Rather than just presenting a series of numbers, a simple way to visualize statistical information for businesses is charts and graphs. The most common of these is the pie chart. As it shows data in slices, as it has a circular shape, its name comes from a resemblance of the pie. When you need to present and measure simple data, pie chart works well which is simple to create and understand. This pie chart is not suitable for the complex needs as other visualization tools like a bar graph.

Overview of Pie Charts

A pie chart is a two-dimensional circle, at its most basic, divided into a few slices. As a whole, the chart represents the sum of all its data; individual slices represents a percentage of the whole. For example, if you create a pie chart which shows product line performance, your pie chart will simply have two halves, when you have two lines that each account for 50 percent of turnover. The most prominent effects such as three-dimensional charting, dragging slices, slice pivoting of charts adds more visually appealing.

Advantages of a Pie Chart

  • A simple and easy-to-understand picture.

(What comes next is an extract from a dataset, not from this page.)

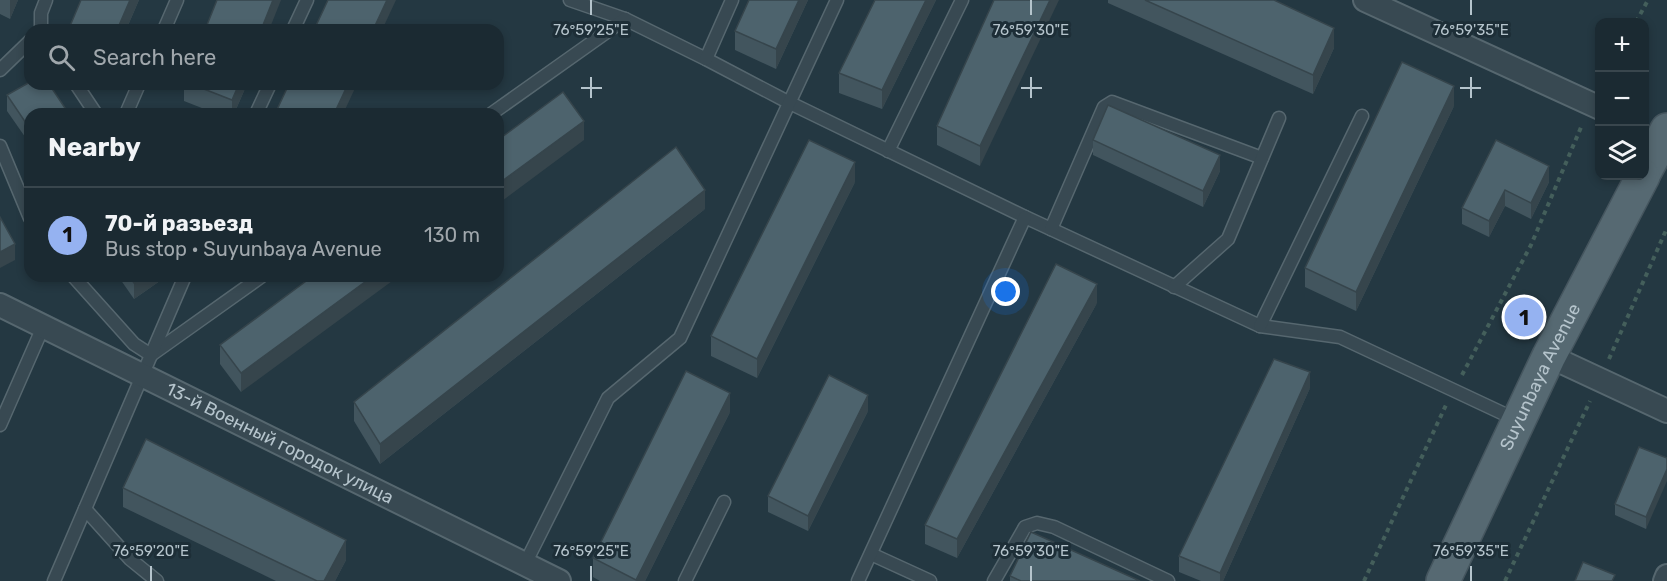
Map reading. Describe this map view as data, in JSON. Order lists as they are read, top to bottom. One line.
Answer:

  • It represents data visually as a fractional part of a whole, which can be an effective communication tool for the even uninformed audience.

  • It enables the audience to see a data comparison at a glance to make an immediate analysis or to understand information quickly.

  • The need for readers to examine or measure underlying numbers themselves can be removed by using this chart.

  • To emphasize points you want to make, you can manipulate pieces of data in the pie chart.

Disadvantages of a Pie Chart

  • If too many pieces of data are used, pie chart becomes less effective.

  • They themselves may become crowded and hard to read if there are too many pieces of data, and even if you add data labels and numbers may not help here.

  • You need a series to compare multiple sets as this chart only represents one data set.

  • To analyze and assimilate information quickly, this may make it more difficult for readers

  • As the reader has to factor in angles and compare non-adjacent slices, it has its problems in comparing the data slices.

  • To make decisions based on visual impact rather than data analysis leads readers to draw inaccurate conclusions

  • Negative Pie / positive Pie cannot be understood until I hover the pointer on the pie. So when Negative data present, pie chart is a bad option

Alternatives to a Pie Chart

  • If you are handling many pieces of data or want to make comparisons between data sets, other charts and graphs may be a better option

  • To add the ability to display multiple datasets, doughnut charts share the circular shape and overall functionality of pie charts.

  • To make it easier to compare segments, you can place data labels and totals in the doughnut hole

  • To allow quick comparison and measurement, bar graphs can be represented data by length.

  • Presenting many pieces of data at a time or want to compare different sets of data in a single chart may be easier to read

  • Also, Treemap can be used as a way to display categorical values as a percentage of the total.